WORK ITEM =
Would you find each line in the entries below with the string "interface" and copy it?

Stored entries
%%

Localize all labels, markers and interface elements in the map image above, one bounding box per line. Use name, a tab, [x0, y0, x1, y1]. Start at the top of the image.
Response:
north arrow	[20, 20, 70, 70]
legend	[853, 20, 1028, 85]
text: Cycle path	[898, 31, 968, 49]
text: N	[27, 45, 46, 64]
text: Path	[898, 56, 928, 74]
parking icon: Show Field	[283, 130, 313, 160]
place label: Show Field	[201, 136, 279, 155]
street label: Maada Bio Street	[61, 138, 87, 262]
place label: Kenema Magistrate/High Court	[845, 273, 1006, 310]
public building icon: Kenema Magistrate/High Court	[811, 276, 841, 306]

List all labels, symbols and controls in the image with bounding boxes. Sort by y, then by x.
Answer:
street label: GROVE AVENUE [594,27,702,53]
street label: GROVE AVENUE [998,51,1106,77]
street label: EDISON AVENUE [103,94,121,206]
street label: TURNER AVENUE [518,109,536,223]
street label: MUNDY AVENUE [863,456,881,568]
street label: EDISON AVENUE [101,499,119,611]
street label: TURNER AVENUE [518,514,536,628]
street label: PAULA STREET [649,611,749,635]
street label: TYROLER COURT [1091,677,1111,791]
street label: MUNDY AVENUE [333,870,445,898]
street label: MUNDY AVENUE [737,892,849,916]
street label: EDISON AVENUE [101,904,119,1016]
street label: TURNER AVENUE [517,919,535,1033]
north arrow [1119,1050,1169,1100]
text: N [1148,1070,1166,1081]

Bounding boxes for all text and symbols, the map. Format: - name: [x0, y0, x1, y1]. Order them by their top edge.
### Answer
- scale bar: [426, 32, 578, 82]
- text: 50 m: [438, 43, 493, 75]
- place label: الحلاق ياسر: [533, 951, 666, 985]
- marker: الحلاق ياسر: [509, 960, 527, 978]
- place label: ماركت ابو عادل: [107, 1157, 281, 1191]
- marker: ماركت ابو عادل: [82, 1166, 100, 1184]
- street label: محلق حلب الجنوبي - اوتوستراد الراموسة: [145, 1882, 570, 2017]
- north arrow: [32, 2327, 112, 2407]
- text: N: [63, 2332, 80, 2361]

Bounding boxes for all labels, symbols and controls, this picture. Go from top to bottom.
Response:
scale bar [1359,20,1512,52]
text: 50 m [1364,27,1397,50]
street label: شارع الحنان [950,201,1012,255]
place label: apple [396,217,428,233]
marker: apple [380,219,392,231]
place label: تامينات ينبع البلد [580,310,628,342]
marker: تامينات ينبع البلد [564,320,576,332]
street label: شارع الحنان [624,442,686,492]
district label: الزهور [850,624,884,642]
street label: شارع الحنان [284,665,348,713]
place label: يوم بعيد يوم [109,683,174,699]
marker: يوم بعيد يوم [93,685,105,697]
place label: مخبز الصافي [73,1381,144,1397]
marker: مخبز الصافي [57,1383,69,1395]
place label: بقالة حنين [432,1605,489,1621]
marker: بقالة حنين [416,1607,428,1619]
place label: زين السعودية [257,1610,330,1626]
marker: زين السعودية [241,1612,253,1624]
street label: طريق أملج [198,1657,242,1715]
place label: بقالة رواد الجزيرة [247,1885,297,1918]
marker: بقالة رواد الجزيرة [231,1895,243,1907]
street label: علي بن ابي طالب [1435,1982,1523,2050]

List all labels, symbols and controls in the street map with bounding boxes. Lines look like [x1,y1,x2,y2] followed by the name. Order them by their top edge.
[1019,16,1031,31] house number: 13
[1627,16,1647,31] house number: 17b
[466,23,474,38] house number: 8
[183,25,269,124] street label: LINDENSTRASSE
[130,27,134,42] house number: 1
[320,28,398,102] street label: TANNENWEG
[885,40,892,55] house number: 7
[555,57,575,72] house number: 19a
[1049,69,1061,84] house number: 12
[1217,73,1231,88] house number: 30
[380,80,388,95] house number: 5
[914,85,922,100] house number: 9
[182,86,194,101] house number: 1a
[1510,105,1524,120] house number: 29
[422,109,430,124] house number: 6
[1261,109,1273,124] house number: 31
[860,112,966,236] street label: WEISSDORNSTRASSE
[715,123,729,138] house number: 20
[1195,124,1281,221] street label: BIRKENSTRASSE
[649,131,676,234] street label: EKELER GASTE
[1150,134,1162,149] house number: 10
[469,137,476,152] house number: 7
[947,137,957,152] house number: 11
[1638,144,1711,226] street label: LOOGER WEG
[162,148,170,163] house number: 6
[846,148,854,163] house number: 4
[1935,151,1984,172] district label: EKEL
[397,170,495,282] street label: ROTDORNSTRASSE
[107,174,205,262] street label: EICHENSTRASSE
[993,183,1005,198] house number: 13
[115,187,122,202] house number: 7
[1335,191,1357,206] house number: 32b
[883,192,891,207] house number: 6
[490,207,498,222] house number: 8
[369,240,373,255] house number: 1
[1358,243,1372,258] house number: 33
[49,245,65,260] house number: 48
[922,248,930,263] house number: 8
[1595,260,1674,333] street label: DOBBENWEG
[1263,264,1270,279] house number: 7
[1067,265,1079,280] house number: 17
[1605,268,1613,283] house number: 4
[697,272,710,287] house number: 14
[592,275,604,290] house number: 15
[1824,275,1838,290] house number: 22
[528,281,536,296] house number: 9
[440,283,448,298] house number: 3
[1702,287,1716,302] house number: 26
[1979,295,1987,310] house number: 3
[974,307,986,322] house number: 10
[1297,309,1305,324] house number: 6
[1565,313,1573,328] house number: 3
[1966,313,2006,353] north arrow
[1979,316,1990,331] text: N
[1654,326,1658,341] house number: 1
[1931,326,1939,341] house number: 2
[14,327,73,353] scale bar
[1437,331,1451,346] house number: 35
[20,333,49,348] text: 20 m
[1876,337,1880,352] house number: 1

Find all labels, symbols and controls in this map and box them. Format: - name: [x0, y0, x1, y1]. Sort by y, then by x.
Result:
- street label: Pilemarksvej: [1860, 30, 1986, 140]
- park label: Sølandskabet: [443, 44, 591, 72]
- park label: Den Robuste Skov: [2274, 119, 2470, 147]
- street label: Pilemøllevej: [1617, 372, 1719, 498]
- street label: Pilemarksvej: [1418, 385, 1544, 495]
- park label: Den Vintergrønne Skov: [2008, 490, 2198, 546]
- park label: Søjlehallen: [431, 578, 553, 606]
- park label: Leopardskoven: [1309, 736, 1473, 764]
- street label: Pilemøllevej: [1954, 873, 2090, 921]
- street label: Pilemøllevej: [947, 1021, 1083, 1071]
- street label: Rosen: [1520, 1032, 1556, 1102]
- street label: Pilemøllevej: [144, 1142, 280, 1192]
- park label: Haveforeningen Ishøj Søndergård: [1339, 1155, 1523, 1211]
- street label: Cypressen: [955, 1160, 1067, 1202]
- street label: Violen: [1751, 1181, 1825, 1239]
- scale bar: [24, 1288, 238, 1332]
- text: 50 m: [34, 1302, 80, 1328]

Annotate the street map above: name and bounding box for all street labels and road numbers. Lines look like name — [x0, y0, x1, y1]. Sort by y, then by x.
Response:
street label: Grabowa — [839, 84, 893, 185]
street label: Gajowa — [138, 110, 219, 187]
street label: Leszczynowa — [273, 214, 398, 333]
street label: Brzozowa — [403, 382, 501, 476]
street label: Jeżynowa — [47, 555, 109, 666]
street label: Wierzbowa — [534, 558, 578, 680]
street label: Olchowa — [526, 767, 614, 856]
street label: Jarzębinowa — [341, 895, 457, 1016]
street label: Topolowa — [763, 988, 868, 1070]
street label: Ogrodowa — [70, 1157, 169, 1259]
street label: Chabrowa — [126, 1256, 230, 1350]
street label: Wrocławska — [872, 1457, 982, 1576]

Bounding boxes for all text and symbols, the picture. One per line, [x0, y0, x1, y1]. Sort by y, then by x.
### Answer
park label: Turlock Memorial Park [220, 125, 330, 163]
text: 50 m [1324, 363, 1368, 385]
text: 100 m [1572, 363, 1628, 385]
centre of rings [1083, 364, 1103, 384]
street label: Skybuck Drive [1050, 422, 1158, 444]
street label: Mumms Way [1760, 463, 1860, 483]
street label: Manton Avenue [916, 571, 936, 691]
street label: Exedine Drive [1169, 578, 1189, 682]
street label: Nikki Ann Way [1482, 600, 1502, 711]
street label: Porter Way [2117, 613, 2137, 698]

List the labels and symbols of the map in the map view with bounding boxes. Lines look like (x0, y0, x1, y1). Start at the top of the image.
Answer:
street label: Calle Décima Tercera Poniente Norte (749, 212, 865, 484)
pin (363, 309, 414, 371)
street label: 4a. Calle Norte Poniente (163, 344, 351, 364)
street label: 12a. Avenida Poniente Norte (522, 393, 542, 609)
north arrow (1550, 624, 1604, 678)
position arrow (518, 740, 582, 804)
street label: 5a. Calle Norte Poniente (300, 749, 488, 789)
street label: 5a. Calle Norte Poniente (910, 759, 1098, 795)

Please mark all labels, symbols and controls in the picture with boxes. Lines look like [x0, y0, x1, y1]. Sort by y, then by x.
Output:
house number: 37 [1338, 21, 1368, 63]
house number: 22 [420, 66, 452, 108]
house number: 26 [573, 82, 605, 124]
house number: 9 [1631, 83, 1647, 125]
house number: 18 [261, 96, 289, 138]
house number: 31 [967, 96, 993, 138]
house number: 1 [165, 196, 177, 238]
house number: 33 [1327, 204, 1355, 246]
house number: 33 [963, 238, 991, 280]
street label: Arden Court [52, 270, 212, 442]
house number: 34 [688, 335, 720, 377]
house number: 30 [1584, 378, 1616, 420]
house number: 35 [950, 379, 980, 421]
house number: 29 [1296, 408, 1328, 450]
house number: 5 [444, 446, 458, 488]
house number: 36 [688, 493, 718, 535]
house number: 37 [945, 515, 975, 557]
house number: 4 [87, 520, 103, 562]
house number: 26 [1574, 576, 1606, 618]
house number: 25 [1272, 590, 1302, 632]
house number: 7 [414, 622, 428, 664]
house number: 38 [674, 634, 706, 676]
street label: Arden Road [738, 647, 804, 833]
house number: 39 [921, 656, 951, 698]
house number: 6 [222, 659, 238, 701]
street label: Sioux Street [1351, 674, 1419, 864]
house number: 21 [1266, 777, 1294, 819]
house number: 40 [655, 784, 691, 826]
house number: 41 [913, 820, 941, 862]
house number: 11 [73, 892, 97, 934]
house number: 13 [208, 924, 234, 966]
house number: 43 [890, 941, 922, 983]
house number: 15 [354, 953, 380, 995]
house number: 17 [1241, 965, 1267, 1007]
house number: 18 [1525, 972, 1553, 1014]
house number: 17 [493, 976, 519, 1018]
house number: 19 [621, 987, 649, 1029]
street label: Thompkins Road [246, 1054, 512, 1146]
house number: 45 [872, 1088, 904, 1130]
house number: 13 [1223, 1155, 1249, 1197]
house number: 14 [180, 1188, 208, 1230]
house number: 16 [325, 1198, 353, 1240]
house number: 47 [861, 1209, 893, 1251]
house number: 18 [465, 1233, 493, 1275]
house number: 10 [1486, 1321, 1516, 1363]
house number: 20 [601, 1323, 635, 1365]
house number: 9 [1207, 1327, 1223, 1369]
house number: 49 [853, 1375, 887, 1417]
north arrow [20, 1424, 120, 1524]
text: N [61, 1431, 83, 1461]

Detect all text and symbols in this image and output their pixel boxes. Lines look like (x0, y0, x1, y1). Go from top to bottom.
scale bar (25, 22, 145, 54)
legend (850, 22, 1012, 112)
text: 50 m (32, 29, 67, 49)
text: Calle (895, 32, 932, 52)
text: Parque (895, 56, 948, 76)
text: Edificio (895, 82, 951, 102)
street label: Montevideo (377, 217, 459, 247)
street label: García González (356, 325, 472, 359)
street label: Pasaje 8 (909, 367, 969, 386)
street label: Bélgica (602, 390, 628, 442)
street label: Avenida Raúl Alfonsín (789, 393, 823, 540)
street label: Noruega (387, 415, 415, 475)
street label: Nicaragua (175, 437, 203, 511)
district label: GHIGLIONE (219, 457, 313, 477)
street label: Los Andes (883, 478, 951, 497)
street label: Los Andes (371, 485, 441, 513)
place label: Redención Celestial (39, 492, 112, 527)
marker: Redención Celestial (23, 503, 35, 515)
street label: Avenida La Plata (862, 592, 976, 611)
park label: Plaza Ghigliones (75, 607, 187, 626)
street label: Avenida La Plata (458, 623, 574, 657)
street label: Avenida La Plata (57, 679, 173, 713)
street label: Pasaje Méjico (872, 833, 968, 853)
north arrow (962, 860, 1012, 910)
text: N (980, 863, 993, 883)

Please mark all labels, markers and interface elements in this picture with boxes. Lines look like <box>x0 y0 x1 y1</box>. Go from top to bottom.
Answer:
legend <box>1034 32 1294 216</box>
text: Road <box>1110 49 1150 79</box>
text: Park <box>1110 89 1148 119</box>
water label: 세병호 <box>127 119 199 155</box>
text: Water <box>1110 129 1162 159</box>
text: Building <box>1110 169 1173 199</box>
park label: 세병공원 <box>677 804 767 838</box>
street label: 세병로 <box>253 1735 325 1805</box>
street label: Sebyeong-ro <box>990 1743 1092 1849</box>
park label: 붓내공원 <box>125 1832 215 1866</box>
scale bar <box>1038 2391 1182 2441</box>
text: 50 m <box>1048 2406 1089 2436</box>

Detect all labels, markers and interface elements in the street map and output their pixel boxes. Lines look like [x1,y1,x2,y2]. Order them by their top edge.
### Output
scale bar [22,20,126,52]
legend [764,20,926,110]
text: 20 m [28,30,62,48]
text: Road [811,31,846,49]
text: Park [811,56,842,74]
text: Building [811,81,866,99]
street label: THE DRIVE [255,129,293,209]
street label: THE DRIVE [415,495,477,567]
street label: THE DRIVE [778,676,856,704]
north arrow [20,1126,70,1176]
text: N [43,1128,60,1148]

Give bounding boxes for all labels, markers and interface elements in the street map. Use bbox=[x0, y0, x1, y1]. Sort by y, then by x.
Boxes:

%%

RESPONSE AREA =
Localize all labels, markers and interface elements in the map image above, one bounding box per line. Use name, a tab, [x0, y0, x1, y1]. Start at the top of the image.
Please mark all labels, markers and interface elements in this picture with boxes. Lines look like <box>x0 y0 x1 y1</box>. Go from top to bottom.
Detect all labels, markers and interface elements in the street map and output their pixel boxes. Lines look like [x1,y1,x2,y2]. Order them by their top edge.
Give bounding boxes for all labels, markers and interface elements in the street map. Use bbox=[x0, y0, x1, y1]. Sort by y, then by x.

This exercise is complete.